* **Work required**
Check each line of the records below for the word "align" and give the number of lines that have it, with nothing added.

* **Material for this exercise**

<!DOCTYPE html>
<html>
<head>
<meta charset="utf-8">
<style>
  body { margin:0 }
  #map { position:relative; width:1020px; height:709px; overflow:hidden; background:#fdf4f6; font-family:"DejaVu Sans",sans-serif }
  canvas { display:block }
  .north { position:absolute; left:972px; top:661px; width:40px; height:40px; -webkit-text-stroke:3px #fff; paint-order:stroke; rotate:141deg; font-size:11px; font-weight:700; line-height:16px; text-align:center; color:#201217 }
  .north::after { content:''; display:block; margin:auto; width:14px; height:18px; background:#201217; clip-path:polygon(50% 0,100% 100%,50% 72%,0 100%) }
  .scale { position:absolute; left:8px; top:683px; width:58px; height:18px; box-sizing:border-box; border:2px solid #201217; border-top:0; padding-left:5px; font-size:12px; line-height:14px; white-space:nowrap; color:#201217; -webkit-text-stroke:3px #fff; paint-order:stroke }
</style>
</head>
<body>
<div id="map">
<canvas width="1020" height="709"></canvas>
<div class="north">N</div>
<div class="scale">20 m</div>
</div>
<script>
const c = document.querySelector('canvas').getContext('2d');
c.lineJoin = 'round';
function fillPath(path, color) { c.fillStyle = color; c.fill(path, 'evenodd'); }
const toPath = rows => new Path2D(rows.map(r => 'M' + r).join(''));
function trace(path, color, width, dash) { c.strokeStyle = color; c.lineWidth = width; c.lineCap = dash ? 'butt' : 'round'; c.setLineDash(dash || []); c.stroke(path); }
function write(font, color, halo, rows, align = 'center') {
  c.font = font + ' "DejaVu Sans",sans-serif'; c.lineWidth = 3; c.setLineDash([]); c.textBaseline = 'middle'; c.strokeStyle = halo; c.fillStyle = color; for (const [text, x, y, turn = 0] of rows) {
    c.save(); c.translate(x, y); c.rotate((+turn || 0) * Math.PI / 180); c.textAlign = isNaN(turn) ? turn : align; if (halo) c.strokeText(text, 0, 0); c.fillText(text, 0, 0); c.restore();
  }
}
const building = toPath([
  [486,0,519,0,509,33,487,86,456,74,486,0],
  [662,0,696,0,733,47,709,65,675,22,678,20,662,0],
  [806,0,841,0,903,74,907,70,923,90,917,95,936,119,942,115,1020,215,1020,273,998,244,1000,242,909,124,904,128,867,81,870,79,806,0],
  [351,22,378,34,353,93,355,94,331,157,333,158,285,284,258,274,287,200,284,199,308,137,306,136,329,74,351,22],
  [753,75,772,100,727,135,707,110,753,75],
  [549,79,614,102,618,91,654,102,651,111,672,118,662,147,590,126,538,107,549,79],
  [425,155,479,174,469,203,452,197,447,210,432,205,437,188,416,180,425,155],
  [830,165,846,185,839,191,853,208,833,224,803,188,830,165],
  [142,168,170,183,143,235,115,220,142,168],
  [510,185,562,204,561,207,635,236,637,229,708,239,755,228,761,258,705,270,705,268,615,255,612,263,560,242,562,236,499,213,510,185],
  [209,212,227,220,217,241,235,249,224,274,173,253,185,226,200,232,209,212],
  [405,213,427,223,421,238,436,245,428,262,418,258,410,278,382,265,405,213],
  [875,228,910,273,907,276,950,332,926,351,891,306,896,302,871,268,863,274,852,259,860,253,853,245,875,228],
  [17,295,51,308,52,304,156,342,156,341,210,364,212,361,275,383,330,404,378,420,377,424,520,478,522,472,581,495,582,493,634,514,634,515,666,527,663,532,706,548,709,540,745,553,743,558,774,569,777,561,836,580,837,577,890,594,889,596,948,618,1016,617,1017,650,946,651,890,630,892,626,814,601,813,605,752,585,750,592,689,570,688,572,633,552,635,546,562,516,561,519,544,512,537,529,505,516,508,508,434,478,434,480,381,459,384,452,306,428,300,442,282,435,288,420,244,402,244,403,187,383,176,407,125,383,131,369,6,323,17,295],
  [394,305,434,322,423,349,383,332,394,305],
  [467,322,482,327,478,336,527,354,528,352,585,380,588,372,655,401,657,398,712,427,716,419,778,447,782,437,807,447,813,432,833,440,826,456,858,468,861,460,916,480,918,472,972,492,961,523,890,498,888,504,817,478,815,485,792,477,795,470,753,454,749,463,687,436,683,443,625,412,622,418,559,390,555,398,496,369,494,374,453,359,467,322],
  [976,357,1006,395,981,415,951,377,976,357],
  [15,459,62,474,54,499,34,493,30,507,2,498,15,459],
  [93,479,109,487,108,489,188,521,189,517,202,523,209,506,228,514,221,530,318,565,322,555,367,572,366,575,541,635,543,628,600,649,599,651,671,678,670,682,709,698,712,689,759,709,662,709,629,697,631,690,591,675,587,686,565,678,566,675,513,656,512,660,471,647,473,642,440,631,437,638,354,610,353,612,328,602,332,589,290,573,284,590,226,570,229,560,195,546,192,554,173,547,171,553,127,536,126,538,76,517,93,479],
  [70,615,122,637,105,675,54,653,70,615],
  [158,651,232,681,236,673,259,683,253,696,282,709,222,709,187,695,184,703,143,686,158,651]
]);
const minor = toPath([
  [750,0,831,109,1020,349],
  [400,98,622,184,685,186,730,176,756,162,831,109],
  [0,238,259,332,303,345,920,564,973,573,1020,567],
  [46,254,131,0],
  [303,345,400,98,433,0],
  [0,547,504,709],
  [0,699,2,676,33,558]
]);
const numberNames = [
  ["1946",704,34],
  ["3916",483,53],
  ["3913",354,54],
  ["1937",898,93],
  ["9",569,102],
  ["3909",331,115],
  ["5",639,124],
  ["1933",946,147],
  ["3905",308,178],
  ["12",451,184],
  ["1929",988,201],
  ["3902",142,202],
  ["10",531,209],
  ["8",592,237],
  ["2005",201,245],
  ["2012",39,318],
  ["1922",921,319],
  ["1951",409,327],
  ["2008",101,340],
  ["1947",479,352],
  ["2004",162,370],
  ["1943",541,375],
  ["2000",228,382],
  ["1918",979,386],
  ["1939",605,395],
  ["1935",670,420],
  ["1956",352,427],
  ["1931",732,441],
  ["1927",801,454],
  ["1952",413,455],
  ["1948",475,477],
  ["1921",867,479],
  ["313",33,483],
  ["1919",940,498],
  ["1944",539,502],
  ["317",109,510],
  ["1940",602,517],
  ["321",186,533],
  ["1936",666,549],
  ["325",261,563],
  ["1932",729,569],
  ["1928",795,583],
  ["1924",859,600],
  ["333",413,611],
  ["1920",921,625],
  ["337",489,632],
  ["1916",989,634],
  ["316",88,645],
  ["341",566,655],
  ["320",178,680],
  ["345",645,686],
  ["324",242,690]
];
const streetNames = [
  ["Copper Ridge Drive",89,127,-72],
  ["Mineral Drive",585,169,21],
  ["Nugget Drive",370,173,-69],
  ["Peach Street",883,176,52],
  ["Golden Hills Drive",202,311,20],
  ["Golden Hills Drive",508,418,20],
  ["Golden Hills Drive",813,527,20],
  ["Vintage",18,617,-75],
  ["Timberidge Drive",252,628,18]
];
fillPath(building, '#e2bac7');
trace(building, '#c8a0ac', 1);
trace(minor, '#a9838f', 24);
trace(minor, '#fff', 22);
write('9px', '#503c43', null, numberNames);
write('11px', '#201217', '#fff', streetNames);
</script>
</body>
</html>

* **Worked solution**
3